- TASK DETAILS -
Please list all lines of the material below in which the string "rows" occurs.

- DATASET ENTRIES -
.....

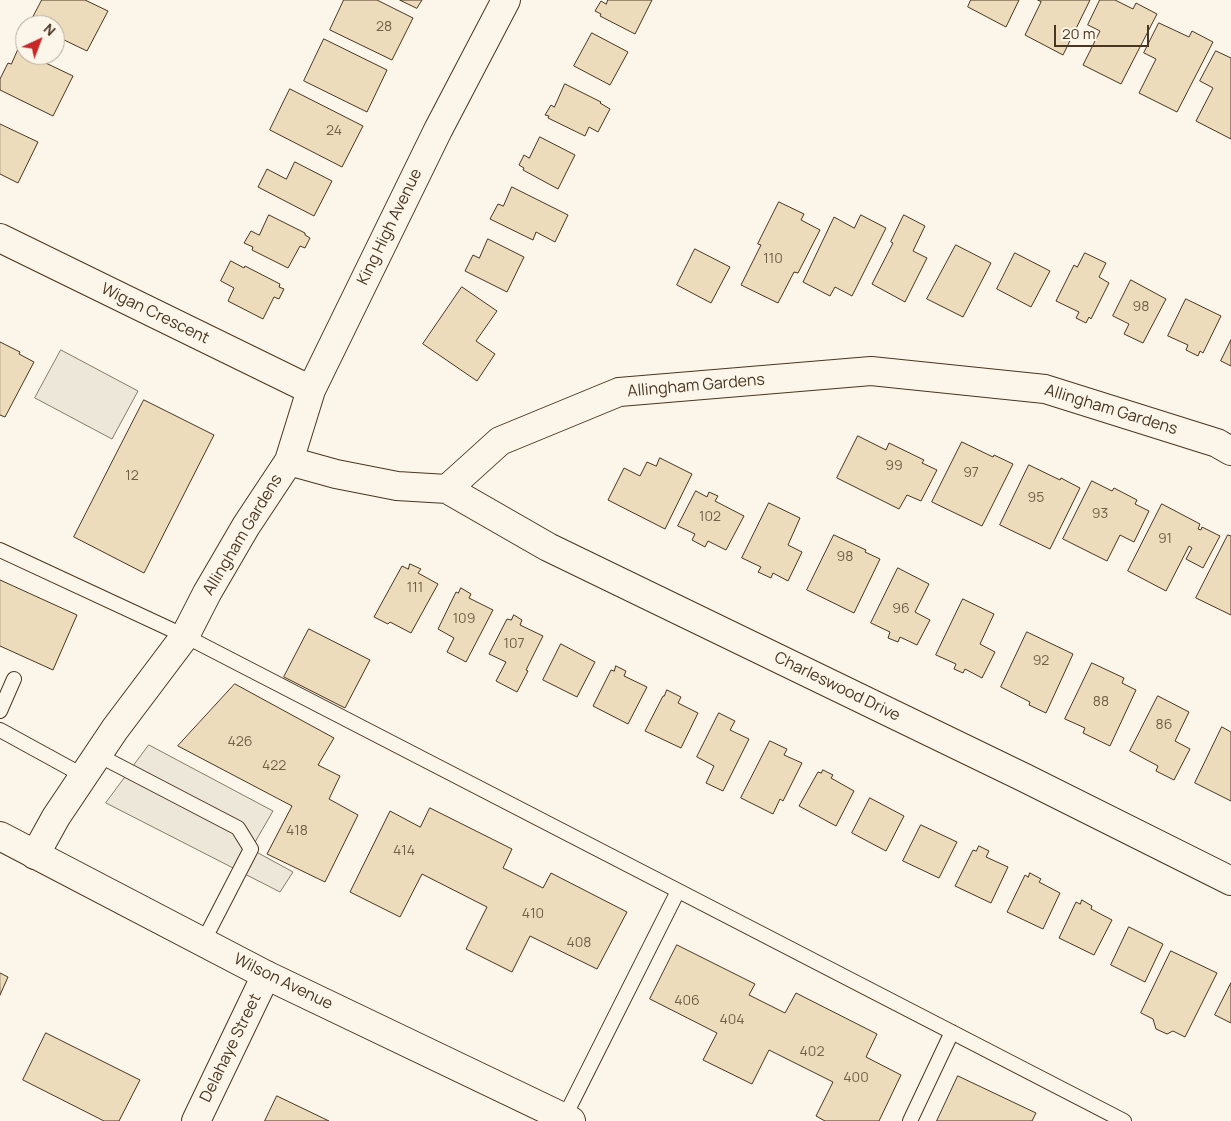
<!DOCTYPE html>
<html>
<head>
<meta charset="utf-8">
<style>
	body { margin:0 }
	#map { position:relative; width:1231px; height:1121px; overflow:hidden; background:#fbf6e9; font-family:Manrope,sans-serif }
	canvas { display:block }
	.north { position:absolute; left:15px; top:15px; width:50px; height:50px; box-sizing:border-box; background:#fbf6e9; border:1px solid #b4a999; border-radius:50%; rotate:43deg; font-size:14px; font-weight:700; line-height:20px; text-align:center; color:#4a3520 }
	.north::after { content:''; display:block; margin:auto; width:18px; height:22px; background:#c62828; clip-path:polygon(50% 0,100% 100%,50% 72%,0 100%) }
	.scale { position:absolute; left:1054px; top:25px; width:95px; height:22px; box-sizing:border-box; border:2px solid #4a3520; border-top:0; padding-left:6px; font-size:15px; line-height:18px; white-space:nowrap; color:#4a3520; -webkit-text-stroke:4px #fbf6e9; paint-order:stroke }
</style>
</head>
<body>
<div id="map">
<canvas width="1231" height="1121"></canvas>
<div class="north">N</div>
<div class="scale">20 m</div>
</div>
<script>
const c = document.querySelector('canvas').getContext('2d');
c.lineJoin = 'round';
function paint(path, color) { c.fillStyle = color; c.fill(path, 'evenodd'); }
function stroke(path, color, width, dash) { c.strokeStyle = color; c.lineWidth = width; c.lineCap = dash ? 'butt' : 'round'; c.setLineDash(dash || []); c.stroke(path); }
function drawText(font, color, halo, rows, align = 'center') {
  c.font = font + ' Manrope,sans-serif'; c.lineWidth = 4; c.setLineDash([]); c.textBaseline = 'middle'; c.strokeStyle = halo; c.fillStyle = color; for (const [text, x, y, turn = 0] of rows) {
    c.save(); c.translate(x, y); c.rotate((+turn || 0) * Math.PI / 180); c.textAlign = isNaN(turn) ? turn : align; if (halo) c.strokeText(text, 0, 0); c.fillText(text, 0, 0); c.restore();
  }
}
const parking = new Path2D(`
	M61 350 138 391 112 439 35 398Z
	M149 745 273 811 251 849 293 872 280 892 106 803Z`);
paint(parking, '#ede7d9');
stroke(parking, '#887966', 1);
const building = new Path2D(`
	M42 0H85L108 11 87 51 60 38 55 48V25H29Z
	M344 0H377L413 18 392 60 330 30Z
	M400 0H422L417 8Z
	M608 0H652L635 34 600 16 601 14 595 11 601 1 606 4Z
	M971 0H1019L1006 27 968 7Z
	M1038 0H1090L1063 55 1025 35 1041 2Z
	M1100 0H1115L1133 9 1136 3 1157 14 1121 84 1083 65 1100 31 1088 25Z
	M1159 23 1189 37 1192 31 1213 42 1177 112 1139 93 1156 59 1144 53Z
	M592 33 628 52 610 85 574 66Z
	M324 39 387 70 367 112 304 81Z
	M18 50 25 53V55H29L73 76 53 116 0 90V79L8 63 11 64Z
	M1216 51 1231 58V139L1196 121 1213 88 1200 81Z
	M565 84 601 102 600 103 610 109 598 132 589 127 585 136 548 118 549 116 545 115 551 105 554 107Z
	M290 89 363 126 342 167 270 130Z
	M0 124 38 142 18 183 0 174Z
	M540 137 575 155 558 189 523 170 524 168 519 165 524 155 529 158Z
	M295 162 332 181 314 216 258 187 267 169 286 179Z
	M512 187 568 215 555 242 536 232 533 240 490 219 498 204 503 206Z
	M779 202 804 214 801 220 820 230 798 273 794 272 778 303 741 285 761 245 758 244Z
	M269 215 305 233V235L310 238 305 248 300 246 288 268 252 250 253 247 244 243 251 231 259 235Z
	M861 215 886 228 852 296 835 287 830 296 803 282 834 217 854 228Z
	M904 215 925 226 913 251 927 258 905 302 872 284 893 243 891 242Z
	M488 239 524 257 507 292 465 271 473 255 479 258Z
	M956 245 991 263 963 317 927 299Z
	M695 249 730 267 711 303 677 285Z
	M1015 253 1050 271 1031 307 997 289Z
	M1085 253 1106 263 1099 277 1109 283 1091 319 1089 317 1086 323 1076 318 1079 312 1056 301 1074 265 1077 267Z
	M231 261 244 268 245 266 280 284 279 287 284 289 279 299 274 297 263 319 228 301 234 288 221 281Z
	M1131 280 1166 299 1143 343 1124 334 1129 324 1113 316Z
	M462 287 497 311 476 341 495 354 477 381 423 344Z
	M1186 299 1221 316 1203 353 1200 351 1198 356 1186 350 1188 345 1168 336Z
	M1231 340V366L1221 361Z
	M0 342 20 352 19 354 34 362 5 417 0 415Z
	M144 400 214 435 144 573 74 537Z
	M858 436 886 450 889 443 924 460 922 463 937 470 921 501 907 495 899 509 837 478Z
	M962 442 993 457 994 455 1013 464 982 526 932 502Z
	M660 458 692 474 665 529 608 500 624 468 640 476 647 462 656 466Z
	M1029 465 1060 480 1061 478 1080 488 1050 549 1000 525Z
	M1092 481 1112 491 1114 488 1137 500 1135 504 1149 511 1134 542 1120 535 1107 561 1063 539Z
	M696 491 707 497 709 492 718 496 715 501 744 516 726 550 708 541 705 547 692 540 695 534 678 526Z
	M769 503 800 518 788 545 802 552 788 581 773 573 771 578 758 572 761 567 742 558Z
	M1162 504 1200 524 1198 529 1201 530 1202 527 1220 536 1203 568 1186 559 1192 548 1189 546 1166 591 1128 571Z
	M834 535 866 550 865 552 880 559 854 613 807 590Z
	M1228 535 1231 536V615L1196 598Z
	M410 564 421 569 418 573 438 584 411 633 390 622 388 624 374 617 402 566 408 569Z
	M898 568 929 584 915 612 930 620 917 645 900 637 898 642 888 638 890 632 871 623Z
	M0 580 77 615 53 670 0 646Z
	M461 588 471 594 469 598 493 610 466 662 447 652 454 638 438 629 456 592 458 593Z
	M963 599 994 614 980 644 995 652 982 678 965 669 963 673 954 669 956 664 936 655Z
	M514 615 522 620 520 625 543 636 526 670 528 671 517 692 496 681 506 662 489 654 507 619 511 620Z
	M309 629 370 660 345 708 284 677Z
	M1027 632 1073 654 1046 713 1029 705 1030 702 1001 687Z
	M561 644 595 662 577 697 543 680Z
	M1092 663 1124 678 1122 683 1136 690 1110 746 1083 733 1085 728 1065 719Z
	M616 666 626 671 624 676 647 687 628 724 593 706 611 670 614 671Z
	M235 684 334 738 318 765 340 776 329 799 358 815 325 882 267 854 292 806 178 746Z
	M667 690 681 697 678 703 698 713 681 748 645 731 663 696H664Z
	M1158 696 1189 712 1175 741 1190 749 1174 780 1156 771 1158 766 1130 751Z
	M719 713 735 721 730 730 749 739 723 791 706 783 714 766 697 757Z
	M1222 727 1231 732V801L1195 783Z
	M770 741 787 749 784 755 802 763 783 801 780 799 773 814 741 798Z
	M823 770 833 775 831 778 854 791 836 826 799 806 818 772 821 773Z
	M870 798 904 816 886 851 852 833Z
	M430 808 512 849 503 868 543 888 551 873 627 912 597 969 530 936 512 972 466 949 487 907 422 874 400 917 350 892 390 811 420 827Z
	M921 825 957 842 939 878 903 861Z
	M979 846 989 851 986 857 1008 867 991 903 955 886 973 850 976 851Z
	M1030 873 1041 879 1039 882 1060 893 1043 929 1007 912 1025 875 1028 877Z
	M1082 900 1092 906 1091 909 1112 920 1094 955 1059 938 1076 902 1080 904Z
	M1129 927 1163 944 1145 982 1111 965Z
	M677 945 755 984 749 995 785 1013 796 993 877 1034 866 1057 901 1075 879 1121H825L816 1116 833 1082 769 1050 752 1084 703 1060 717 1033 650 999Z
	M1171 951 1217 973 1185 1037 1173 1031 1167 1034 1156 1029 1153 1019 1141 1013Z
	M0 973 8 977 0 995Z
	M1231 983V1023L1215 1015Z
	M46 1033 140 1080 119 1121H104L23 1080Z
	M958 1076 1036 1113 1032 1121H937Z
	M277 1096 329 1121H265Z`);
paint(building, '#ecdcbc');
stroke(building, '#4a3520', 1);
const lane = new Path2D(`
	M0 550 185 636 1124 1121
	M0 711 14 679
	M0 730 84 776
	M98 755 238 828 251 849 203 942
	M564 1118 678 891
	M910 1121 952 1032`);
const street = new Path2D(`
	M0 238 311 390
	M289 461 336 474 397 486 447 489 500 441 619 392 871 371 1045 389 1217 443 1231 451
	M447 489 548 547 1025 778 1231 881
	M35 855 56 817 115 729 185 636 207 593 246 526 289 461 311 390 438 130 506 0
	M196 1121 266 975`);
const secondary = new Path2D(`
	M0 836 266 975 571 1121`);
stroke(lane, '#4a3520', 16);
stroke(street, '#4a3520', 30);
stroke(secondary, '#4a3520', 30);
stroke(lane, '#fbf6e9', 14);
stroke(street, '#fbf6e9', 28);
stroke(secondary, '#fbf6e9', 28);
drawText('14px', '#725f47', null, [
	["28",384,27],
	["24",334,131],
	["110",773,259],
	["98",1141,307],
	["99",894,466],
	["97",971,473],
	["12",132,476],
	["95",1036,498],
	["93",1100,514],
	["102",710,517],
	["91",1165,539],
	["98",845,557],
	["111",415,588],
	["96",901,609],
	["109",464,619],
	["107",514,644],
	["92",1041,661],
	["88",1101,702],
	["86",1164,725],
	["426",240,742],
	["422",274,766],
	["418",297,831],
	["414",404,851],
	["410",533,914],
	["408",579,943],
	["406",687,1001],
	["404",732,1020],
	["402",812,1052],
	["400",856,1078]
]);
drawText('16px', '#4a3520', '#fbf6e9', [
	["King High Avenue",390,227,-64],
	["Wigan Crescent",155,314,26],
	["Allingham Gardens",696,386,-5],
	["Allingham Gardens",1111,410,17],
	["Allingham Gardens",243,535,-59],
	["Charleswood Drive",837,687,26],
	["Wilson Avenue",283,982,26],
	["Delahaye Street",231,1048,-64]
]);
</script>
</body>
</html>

.....

- SOLUTION TO THIS EXERCISE -
function drawText(font, color, halo, rows, align = 'center') {
  c.font = font + ' Manrope,sans-serif'; c.lineWidth = 4; c.setLineDash([]); c.textBaseline = 'middle'; c.strokeStyle = halo; c.fillStyle = color; for (const [text, x, y, turn = 0] of rows) {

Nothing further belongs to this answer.